* **What you should do**
Any picture in the material should be left out, while all other lines are copied exactly.

* **Data segment**
******************************

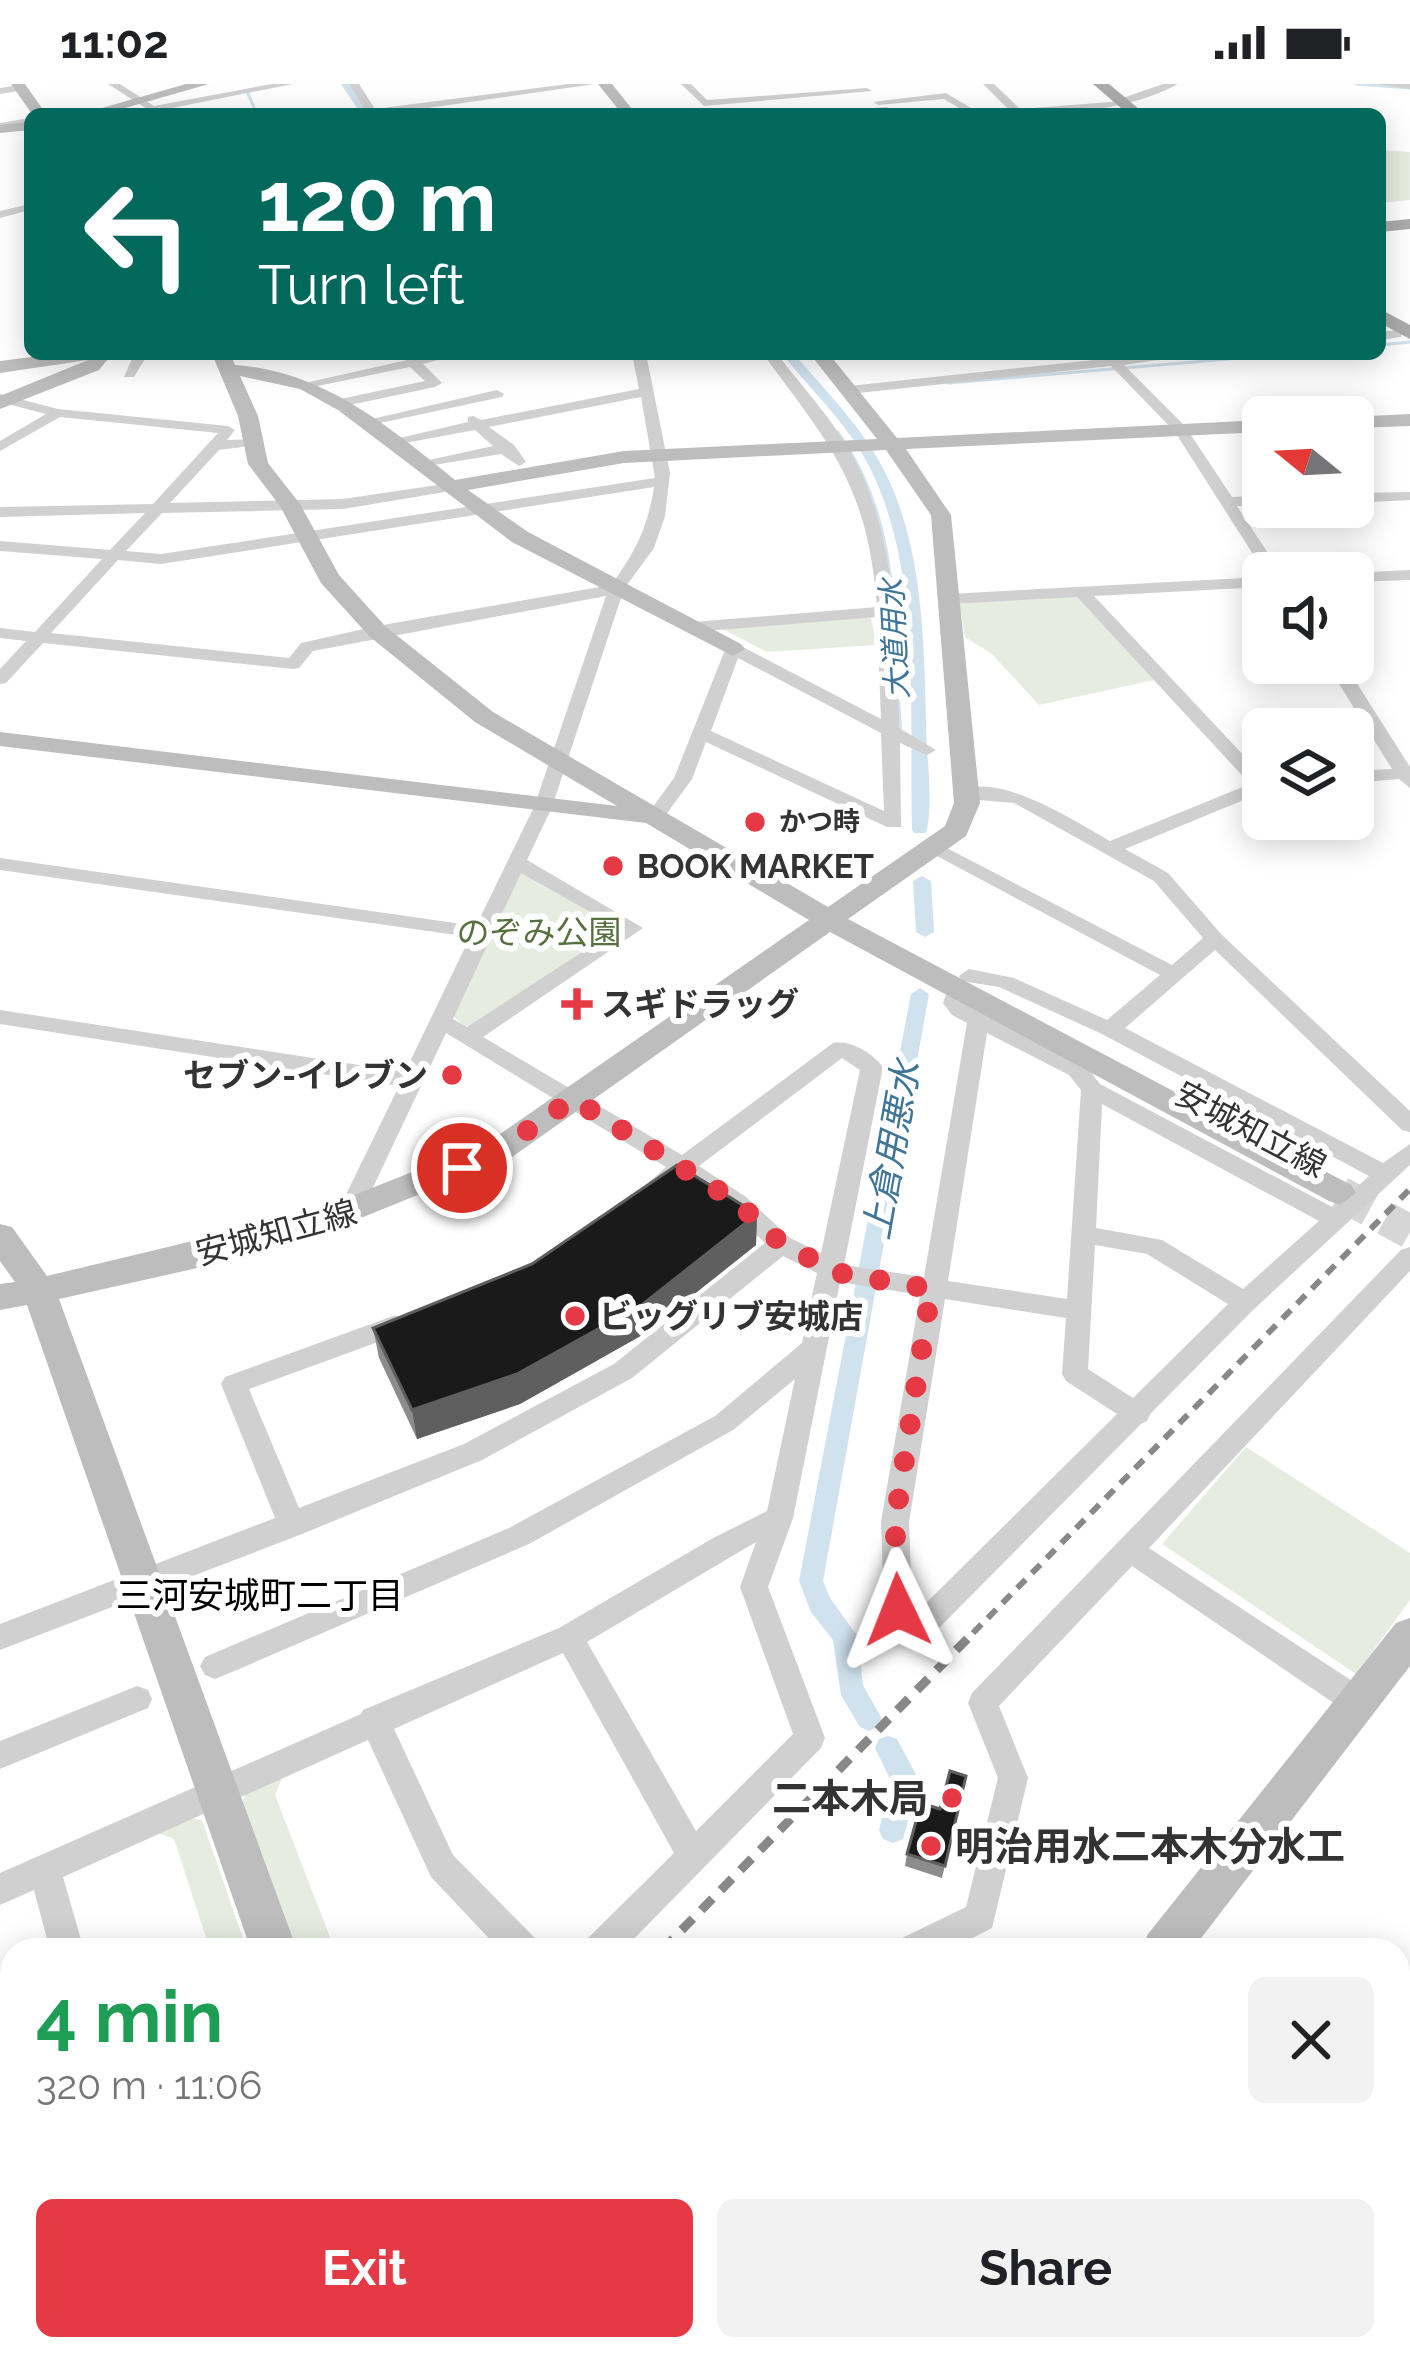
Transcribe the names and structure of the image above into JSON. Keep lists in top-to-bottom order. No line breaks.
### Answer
{"streets":{"street":["安城知立線"]},"districts":["三河安城町二丁目"],"water":["大道用水","上倉用悪水"],"parks":["のぞみ公園"],"places":{"other":["かつ時","BOOK MARKET","セブン-イレブン","ビッグリブ安城店","二本木局","明治用水二本木分水工"],"health":["スギドラッグ"]},"north":"left","page":{"status":"11:02","turn":["120 m","Turn left"],"heading":["4 min","320 m · 11:06"],"buttons":["Exit","Share"]}}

******************************

* **Answer to this exercise**
Transcribe the names and structure of the image above into JSON. Keep lists in top-to-bottom order. No line breaks.
### Answer
{"streets":{"street":["安城知立線"]},"districts":["三河安城町二丁目"],"water":["大道用水","上倉用悪水"],"parks":["のぞみ公園"],"places":{"other":["かつ時","BOOK MARKET","セブン-イレブン","ビッグリブ安城店","二本木局","明治用水二本木分水工"],"health":["スギドラッグ"]},"north":"left","page":{"status":"11:02","turn":["120 m","Turn left"],"heading":["4 min","320 m · 11:06"],"buttons":["Exit","Share"]}}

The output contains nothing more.